**Task data**
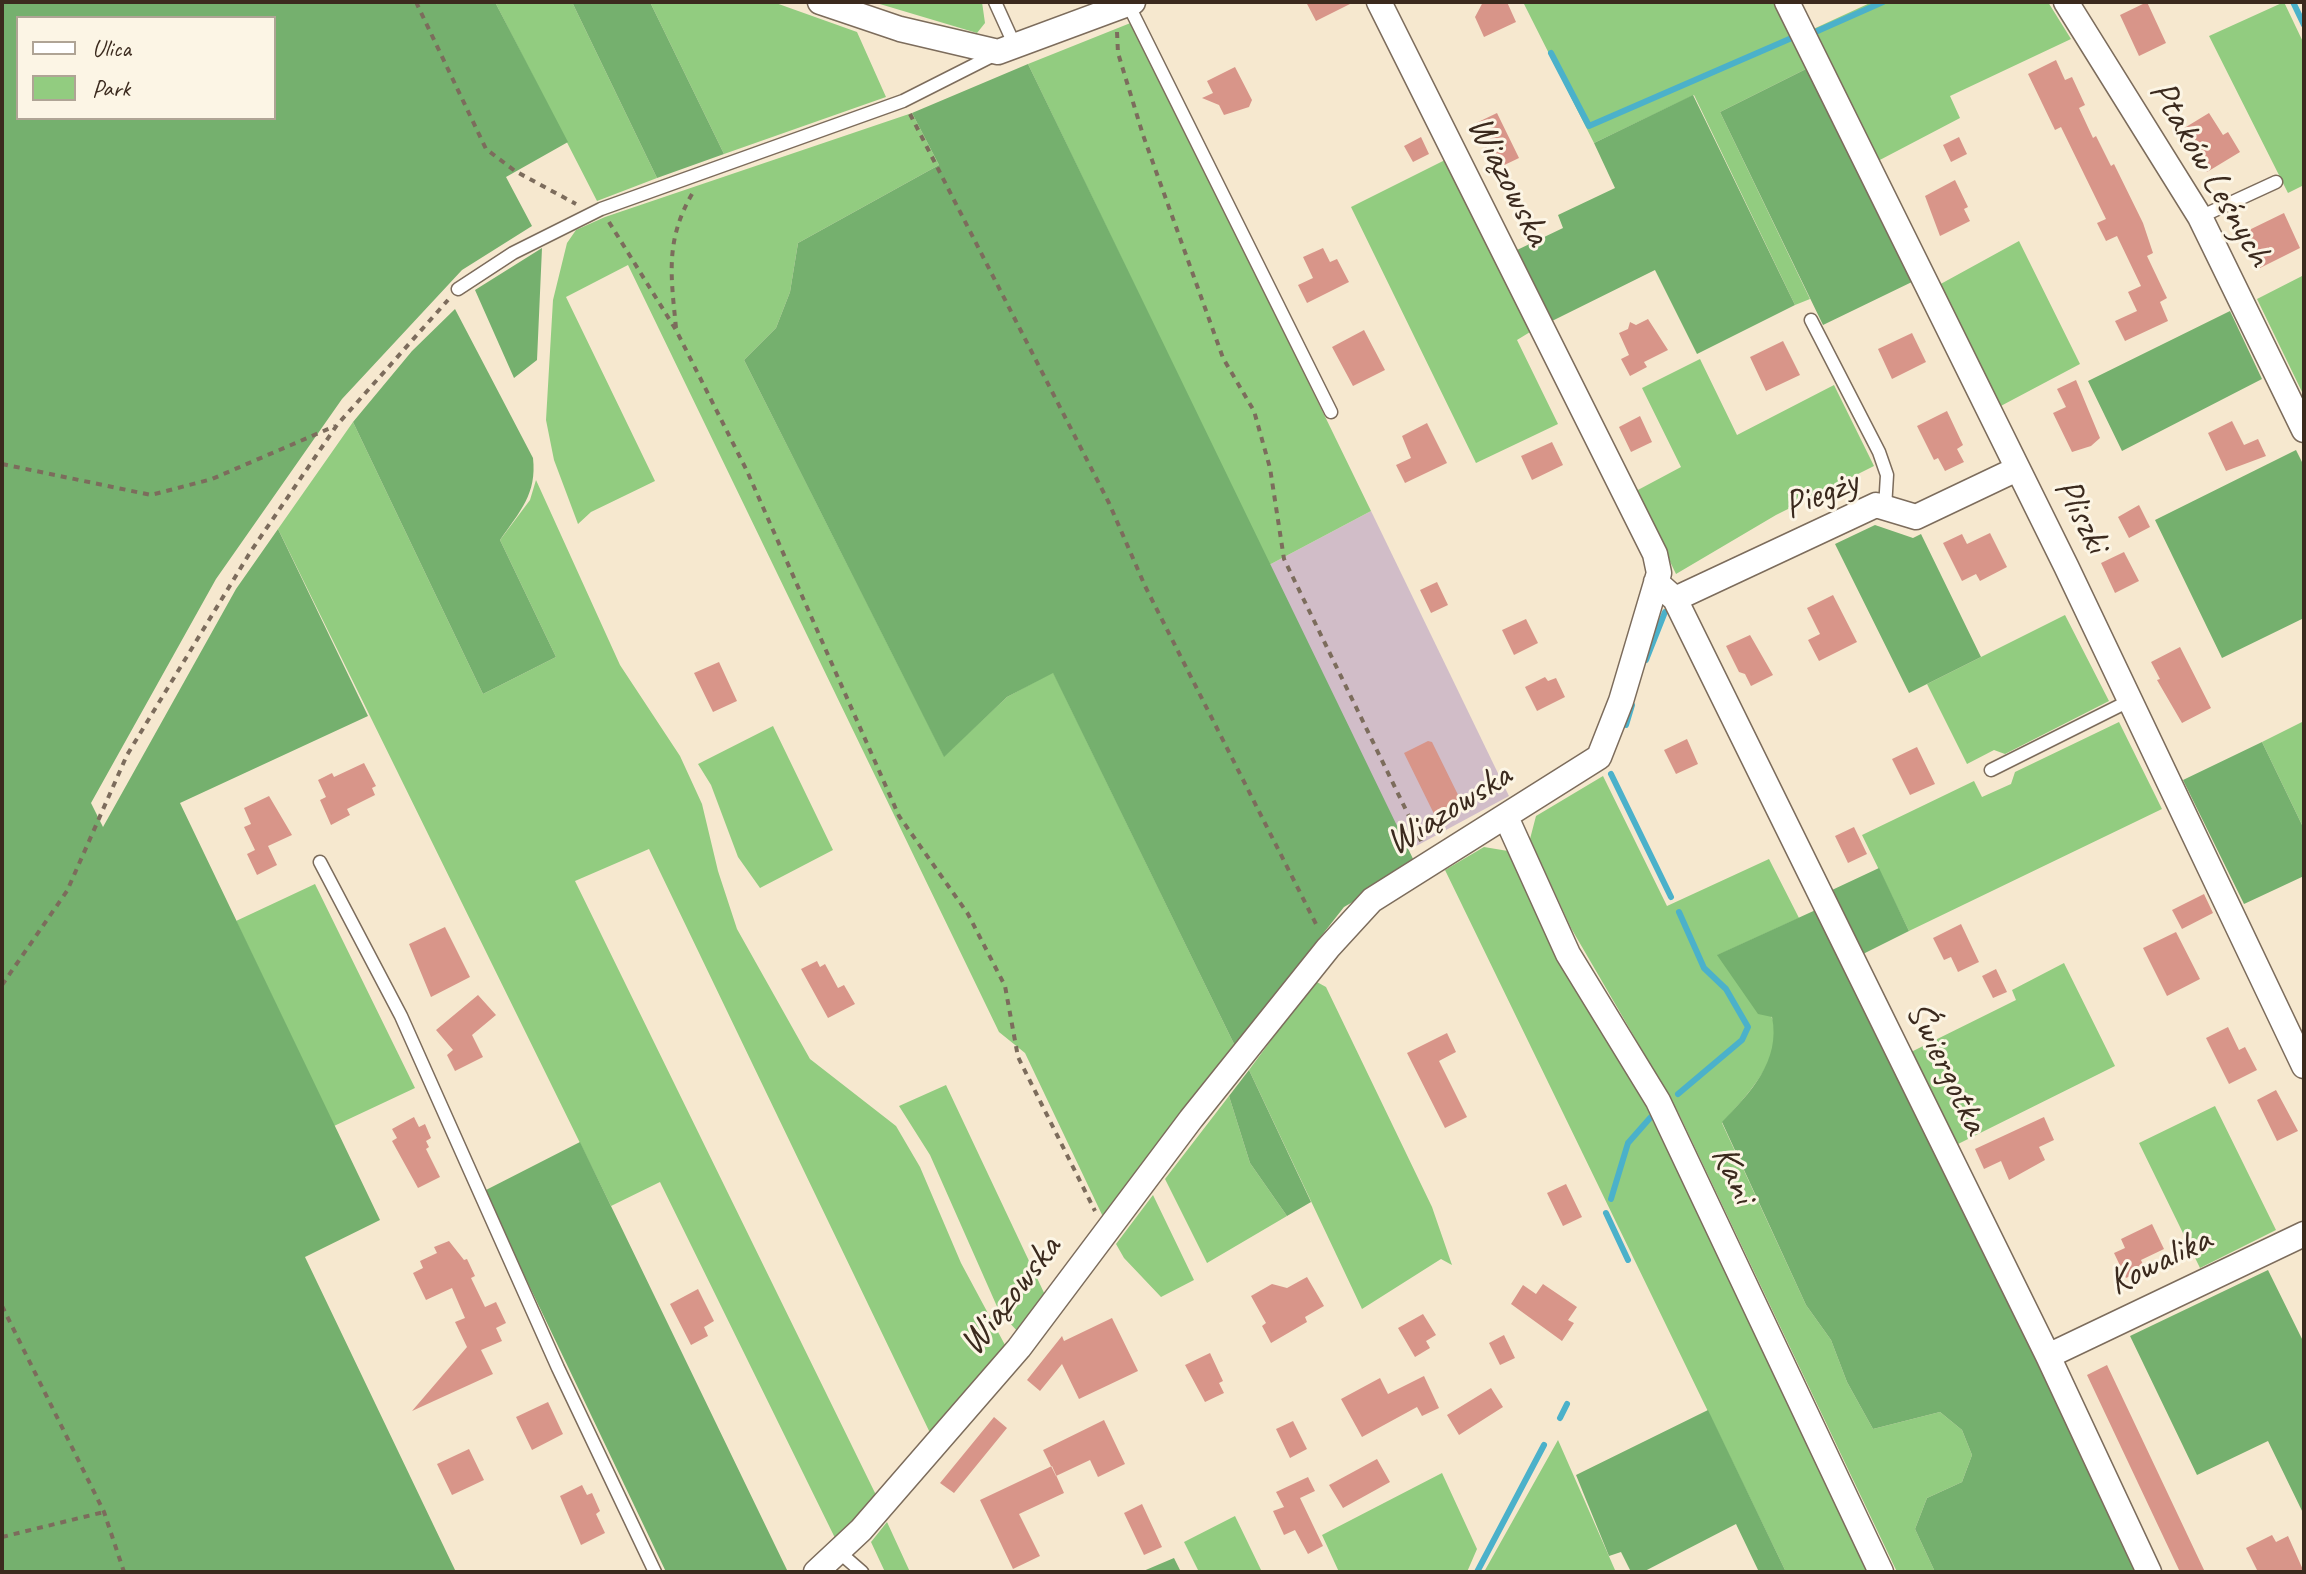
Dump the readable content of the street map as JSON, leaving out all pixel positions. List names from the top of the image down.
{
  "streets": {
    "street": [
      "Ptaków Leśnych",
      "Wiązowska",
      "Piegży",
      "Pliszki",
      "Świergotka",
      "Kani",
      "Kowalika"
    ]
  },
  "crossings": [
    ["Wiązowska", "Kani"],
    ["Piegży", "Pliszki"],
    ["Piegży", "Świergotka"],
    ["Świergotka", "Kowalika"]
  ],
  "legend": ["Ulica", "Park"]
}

**Task statement**
Without the pictures, print the whole listing exactly as given.

**Worked solution**
Dump the readable content of the street map as JSON, leaving out all pixel positions. List names from the top of the image down.
{
  "streets": {
    "street": [
      "Ptaków Leśnych",
      "Wiązowska",
      "Piegży",
      "Pliszki",
      "Świergotka",
      "Kani",
      "Kowalika"
    ]
  },
  "crossings": [
    ["Wiązowska", "Kani"],
    ["Piegży", "Pliszki"],
    ["Piegży", "Świergotka"],
    ["Świergotka", "Kowalika"]
  ],
  "legend": ["Ulica", "Park"]
}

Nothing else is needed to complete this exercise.